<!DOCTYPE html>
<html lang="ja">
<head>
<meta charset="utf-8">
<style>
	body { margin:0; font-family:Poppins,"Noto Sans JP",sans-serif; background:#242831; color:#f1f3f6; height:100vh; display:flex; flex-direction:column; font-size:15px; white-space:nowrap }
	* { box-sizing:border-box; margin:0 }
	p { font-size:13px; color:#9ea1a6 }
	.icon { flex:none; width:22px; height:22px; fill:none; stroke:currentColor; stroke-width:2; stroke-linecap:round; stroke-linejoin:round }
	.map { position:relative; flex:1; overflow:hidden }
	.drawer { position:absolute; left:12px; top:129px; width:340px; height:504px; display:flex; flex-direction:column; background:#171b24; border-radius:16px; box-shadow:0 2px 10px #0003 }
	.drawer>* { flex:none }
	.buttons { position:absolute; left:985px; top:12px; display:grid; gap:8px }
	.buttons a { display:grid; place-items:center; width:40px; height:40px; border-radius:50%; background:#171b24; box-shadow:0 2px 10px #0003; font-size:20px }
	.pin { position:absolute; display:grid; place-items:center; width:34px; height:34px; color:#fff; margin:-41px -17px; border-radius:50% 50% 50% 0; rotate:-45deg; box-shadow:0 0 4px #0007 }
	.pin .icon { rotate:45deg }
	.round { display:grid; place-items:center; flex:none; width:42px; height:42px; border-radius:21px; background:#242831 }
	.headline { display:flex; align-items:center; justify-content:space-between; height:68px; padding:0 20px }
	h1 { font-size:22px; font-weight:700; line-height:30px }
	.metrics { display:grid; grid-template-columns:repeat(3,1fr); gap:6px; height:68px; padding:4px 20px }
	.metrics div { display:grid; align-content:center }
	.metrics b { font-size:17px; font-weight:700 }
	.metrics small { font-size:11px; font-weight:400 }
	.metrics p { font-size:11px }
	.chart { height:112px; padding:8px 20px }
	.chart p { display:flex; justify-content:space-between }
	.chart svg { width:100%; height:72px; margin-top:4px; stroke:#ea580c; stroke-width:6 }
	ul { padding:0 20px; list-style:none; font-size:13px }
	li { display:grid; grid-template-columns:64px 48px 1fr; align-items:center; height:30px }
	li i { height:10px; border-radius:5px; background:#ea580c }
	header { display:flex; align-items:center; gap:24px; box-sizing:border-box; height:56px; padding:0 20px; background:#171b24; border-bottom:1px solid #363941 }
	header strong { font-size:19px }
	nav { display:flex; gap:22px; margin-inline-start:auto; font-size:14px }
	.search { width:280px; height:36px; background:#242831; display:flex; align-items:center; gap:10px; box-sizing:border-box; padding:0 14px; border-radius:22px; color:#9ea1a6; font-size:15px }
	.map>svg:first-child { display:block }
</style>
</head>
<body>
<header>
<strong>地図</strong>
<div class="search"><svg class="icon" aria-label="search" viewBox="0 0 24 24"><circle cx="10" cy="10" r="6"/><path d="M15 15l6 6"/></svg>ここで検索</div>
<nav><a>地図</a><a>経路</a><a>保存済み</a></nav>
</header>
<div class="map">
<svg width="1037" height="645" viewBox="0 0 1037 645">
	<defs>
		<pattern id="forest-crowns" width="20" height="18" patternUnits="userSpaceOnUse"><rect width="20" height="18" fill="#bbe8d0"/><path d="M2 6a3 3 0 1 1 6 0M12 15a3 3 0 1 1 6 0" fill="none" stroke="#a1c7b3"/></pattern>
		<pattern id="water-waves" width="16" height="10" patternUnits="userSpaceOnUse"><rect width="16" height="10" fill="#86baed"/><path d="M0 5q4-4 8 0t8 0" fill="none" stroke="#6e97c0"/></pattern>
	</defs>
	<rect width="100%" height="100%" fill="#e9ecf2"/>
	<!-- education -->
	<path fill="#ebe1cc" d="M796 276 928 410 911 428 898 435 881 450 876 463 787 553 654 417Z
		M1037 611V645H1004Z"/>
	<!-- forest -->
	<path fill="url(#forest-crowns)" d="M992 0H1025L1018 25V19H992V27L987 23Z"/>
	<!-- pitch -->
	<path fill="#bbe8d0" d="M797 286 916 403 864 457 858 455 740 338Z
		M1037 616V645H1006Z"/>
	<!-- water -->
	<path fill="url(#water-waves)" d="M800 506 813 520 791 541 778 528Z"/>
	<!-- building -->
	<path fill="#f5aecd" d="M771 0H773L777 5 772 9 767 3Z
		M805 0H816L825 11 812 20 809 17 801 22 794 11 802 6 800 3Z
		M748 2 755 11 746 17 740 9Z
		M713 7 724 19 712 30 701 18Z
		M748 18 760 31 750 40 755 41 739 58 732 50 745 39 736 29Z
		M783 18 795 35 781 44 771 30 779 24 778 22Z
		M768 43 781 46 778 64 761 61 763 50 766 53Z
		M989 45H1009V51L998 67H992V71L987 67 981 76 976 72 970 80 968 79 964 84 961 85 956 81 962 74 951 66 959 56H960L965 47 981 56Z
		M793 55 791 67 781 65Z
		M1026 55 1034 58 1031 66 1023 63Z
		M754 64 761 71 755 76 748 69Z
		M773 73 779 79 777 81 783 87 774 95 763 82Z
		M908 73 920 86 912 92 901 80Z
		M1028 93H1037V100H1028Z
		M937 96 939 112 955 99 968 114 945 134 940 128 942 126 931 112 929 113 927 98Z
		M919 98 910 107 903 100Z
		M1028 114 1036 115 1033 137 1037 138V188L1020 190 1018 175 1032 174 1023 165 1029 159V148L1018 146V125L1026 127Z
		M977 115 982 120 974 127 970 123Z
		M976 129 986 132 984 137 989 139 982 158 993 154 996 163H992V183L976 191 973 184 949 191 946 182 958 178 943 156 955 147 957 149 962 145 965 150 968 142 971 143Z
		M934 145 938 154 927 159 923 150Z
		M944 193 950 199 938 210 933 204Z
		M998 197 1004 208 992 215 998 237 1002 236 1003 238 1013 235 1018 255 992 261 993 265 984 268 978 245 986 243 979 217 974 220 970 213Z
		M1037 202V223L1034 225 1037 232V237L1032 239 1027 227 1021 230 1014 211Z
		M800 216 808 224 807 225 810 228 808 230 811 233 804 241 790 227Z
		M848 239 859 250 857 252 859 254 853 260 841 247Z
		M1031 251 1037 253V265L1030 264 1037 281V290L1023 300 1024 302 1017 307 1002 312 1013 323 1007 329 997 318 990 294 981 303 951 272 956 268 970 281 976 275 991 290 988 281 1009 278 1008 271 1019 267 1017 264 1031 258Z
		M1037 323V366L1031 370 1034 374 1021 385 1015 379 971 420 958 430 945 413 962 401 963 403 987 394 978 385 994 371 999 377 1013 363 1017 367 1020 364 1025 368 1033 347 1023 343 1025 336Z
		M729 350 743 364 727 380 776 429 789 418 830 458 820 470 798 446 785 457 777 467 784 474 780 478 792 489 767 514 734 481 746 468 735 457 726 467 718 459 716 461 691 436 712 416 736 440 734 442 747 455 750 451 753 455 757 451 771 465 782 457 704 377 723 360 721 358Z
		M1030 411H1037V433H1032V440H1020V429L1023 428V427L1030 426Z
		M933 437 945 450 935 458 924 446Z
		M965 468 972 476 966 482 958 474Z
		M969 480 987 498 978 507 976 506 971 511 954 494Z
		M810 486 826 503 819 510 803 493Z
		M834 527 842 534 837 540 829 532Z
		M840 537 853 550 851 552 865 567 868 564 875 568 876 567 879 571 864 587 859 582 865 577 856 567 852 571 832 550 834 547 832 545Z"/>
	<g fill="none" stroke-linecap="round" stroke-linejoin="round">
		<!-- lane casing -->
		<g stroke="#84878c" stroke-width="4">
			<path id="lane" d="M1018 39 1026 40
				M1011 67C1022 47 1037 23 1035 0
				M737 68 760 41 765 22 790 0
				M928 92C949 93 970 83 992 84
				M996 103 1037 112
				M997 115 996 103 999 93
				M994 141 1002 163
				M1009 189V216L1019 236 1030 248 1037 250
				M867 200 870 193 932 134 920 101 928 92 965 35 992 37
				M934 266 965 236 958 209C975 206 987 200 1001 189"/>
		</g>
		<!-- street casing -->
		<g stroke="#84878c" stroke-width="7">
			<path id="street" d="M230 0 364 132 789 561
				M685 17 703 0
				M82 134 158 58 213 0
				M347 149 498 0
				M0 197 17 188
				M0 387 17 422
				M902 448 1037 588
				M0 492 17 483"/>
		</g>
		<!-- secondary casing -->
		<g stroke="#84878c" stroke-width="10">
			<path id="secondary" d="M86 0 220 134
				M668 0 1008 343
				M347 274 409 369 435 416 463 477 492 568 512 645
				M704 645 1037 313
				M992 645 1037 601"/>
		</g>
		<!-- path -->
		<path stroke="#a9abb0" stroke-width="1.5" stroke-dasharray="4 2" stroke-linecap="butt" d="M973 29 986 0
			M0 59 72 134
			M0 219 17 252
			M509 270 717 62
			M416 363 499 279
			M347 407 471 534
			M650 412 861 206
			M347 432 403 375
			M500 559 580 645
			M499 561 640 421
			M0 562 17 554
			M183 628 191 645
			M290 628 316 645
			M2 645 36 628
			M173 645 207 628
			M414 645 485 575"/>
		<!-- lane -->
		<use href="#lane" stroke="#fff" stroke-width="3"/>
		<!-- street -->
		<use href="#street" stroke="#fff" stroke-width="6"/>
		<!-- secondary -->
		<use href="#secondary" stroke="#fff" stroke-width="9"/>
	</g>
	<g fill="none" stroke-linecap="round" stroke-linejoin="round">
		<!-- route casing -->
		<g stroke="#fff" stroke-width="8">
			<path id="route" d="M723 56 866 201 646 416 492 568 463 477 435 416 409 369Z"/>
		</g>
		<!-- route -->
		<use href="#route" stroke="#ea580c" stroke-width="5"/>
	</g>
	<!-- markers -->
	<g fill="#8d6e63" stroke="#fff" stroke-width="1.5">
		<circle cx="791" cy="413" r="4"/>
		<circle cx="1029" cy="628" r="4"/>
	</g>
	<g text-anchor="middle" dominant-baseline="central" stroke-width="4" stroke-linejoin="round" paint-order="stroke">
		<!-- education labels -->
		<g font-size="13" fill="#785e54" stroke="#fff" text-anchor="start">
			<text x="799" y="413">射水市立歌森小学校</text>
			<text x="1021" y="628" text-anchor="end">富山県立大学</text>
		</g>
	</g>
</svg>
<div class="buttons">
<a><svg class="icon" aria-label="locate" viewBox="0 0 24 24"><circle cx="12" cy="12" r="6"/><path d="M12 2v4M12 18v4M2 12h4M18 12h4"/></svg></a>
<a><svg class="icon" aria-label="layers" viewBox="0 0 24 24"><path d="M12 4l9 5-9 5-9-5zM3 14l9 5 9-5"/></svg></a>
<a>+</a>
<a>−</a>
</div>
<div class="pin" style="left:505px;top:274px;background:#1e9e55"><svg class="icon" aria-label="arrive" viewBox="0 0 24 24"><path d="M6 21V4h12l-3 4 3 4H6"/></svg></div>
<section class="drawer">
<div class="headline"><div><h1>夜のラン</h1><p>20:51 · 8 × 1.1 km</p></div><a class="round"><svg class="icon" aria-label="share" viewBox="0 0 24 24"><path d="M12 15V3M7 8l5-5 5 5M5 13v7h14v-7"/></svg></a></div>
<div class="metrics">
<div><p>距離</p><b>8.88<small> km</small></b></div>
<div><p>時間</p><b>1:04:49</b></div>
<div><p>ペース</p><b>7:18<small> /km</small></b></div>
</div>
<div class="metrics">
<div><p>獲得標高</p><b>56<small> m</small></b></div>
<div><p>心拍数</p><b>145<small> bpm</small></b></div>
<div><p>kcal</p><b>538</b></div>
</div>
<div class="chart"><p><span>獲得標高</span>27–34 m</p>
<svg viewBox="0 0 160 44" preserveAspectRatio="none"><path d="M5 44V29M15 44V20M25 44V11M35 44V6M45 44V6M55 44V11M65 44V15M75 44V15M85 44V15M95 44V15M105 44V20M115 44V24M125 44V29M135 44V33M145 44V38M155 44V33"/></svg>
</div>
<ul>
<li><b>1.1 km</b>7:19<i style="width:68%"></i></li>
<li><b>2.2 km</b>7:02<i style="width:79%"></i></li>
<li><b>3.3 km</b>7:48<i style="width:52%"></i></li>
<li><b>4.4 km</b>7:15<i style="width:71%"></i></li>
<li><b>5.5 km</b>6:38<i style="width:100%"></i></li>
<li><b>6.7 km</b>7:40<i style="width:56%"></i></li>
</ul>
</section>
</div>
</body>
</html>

○ ○ ○ ○ ○ ○ ○

[Task goal] The expected answer is each line of the records above that includes the string "linejoin".

[Solution to the exercise]
	.icon { flex:none; width:22px; height:22px; fill:none; stroke:currentColor; stroke-width:2; stroke-linecap:round; stroke-linejoin:round }
	<g fill="none" stroke-linecap="round" stroke-linejoin="round">
	<g fill="none" stroke-linecap="round" stroke-linejoin="round">
	<g text-anchor="middle" dominant-baseline="central" stroke-width="4" stroke-linejoin="round" paint-order="stroke">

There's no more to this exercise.